Problem to solve ▸ Even if the data beneath seems repetitive, write it all out again exactly.

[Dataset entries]
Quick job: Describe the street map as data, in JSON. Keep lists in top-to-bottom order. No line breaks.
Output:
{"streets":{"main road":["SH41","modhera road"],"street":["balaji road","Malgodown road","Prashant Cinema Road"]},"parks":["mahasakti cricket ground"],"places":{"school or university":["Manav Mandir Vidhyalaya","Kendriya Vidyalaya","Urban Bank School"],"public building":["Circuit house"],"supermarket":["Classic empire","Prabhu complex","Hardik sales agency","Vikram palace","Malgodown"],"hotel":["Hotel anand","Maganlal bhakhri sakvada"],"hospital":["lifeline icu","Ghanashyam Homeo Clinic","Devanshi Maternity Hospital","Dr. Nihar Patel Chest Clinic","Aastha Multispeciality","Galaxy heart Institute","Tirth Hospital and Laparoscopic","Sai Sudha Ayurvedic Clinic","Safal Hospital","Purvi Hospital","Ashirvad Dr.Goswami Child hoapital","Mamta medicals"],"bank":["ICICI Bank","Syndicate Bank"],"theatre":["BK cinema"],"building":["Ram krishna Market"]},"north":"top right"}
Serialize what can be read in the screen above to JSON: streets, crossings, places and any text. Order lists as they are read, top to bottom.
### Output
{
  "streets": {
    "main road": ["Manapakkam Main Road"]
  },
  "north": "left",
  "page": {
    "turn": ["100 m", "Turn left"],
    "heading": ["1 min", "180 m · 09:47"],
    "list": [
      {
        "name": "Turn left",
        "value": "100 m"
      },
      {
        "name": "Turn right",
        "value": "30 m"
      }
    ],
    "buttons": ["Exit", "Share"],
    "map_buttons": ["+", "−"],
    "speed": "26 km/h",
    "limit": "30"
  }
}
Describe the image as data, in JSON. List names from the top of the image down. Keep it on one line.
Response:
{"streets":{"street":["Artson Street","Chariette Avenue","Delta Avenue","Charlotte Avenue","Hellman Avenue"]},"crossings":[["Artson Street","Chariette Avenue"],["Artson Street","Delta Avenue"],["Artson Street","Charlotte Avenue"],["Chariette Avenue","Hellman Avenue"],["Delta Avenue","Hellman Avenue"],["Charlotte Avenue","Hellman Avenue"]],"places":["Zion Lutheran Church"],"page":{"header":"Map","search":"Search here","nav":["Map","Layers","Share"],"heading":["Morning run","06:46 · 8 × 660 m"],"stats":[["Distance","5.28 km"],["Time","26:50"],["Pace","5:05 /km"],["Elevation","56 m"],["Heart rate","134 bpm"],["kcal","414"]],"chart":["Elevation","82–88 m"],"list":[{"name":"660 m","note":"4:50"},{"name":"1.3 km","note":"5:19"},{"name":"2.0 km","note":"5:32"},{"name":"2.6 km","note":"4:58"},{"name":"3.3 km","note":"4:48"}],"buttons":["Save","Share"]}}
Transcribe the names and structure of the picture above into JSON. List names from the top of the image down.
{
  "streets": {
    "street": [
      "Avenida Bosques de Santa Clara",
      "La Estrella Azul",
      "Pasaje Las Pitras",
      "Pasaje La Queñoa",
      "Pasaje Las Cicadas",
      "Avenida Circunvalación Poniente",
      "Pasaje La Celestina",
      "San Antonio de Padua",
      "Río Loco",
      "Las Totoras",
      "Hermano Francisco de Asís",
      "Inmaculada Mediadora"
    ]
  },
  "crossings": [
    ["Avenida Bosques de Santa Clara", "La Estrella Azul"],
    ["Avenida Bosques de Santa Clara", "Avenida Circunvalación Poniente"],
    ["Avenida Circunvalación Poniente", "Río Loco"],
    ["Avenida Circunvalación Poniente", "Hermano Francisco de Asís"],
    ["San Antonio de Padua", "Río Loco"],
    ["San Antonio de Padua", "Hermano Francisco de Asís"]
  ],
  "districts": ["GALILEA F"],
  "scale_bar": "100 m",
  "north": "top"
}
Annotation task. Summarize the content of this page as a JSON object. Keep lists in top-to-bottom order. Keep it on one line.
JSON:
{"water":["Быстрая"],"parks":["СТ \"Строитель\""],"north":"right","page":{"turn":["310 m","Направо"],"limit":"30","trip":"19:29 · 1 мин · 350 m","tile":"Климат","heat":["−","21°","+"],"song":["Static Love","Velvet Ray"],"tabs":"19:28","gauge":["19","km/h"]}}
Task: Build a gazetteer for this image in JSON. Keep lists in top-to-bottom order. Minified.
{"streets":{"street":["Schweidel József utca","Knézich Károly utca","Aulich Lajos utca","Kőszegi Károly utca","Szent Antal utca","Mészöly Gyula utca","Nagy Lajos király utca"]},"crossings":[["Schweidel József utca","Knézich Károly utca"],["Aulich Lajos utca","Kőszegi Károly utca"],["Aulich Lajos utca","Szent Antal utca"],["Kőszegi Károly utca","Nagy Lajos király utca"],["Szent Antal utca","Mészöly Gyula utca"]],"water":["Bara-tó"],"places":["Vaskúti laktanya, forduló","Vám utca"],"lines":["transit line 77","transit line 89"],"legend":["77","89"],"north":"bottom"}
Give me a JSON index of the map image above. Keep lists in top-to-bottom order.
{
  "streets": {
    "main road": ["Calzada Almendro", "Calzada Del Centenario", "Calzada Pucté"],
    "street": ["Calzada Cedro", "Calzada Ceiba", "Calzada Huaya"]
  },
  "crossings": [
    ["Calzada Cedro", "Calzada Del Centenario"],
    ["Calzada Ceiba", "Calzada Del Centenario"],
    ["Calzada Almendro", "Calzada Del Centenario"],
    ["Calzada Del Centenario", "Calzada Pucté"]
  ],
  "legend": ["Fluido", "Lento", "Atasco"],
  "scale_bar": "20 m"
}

Solution for this task ▸
Quick job: Describe the street map as data, in JSON. Keep lists in top-to-bottom order. No line breaks.
Output:
{"streets":{"main road":["SH41","modhera road"],"street":["balaji road","Malgodown road","Prashant Cinema Road"]},"parks":["mahasakti cricket ground"],"places":{"school or university":["Manav Mandir Vidhyalaya","Kendriya Vidyalaya","Urban Bank School"],"public building":["Circuit house"],"supermarket":["Classic empire","Prabhu complex","Hardik sales agency","Vikram palace","Malgodown"],"hotel":["Hotel anand","Maganlal bhakhri sakvada"],"hospital":["lifeline icu","Ghanashyam Homeo Clinic","Devanshi Maternity Hospital","Dr. Nihar Patel Chest Clinic","Aastha Multispeciality","Galaxy heart Institute","Tirth Hospital and Laparoscopic","Sai Sudha Ayurvedic Clinic","Safal Hospital","Purvi Hospital","Ashirvad Dr.Goswami Child hoapital","Mamta medicals"],"bank":["ICICI Bank","Syndicate Bank"],"theatre":["BK cinema"],"building":["Ram krishna Market"]},"north":"top right"}
Serialize what can be read in the screen above to JSON: streets, crossings, places and any text. Order lists as they are read, top to bottom.
### Output
{
  "streets": {
    "main road": ["Manapakkam Main Road"]
  },
  "north": "left",
  "page": {
    "turn": ["100 m", "Turn left"],
    "heading": ["1 min", "180 m · 09:47"],
    "list": [
      {
        "name": "Turn left",
        "value": "100 m"
      },
      {
        "name": "Turn right",
        "value": "30 m"
      }
    ],
    "buttons": ["Exit", "Share"],
    "map_buttons": ["+", "−"],
    "speed": "26 km/h",
    "limit": "30"
  }
}
Describe the image as data, in JSON. List names from the top of the image down. Keep it on one line.
Response:
{"streets":{"street":["Artson Street","Chariette Avenue","Delta Avenue","Charlotte Avenue","Hellman Avenue"]},"crossings":[["Artson Street","Chariette Avenue"],["Artson Street","Delta Avenue"],["Artson Street","Charlotte Avenue"],["Chariette Avenue","Hellman Avenue"],["Delta Avenue","Hellman Avenue"],["Charlotte Avenue","Hellman Avenue"]],"places":["Zion Lutheran Church"],"page":{"header":"Map","search":"Search here","nav":["Map","Layers","Share"],"heading":["Morning run","06:46 · 8 × 660 m"],"stats":[["Distance","5.28 km"],["Time","26:50"],["Pace","5:05 /km"],["Elevation","56 m"],["Heart rate","134 bpm"],["kcal","414"]],"chart":["Elevation","82–88 m"],"list":[{"name":"660 m","note":"4:50"},{"name":"1.3 km","note":"5:19"},{"name":"2.0 km","note":"5:32"},{"name":"2.6 km","note":"4:58"},{"name":"3.3 km","note":"4:48"}],"buttons":["Save","Share"]}}
Transcribe the names and structure of the picture above into JSON. List names from the top of the image down.
{
  "streets": {
    "street": [
      "Avenida Bosques de Santa Clara",
      "La Estrella Azul",
      "Pasaje Las Pitras",
      "Pasaje La Queñoa",
      "Pasaje Las Cicadas",
      "Avenida Circunvalación Poniente",
      "Pasaje La Celestina",
      "San Antonio de Padua",
      "Río Loco",
      "Las Totoras",
      "Hermano Francisco de Asís",
      "Inmaculada Mediadora"
    ]
  },
  "crossings": [
    ["Avenida Bosques de Santa Clara", "La Estrella Azul"],
    ["Avenida Bosques de Santa Clara", "Avenida Circunvalación Poniente"],
    ["Avenida Circunvalación Poniente", "Río Loco"],
    ["Avenida Circunvalación Poniente", "Hermano Francisco de Asís"],
    ["San Antonio de Padua", "Río Loco"],
    ["San Antonio de Padua", "Hermano Francisco de Asís"]
  ],
  "districts": ["GALILEA F"],
  "scale_bar": "100 m",
  "north": "top"
}
Annotation task. Summarize the content of this page as a JSON object. Keep lists in top-to-bottom order. Keep it on one line.
JSON:
{"water":["Быстрая"],"parks":["СТ \"Строитель\""],"north":"right","page":{"turn":["310 m","Направо"],"limit":"30","trip":"19:29 · 1 мин · 350 m","tile":"Климат","heat":["−","21°","+"],"song":["Static Love","Velvet Ray"],"tabs":"19:28","gauge":["19","km/h"]}}
Task: Build a gazetteer for this image in JSON. Keep lists in top-to-bottom order. Minified.
{"streets":{"street":["Schweidel József utca","Knézich Károly utca","Aulich Lajos utca","Kőszegi Károly utca","Szent Antal utca","Mészöly Gyula utca","Nagy Lajos király utca"]},"crossings":[["Schweidel József utca","Knézich Károly utca"],["Aulich Lajos utca","Kőszegi Károly utca"],["Aulich Lajos utca","Szent Antal utca"],["Kőszegi Károly utca","Nagy Lajos király utca"],["Szent Antal utca","Mészöly Gyula utca"]],"water":["Bara-tó"],"places":["Vaskúti laktanya, forduló","Vám utca"],"lines":["transit line 77","transit line 89"],"legend":["77","89"],"north":"bottom"}
Give me a JSON index of the map image above. Keep lists in top-to-bottom order.
{
  "streets": {
    "main road": ["Calzada Almendro", "Calzada Del Centenario", "Calzada Pucté"],
    "street": ["Calzada Cedro", "Calzada Ceiba", "Calzada Huaya"]
  },
  "crossings": [
    ["Calzada Cedro", "Calzada Del Centenario"],
    ["Calzada Ceiba", "Calzada Del Centenario"],
    ["Calzada Almendro", "Calzada Del Centenario"],
    ["Calzada Del Centenario", "Calzada Pucté"]
  ],
  "legend": ["Fluido", "Lento", "Atasco"],
  "scale_bar": "20 m"
}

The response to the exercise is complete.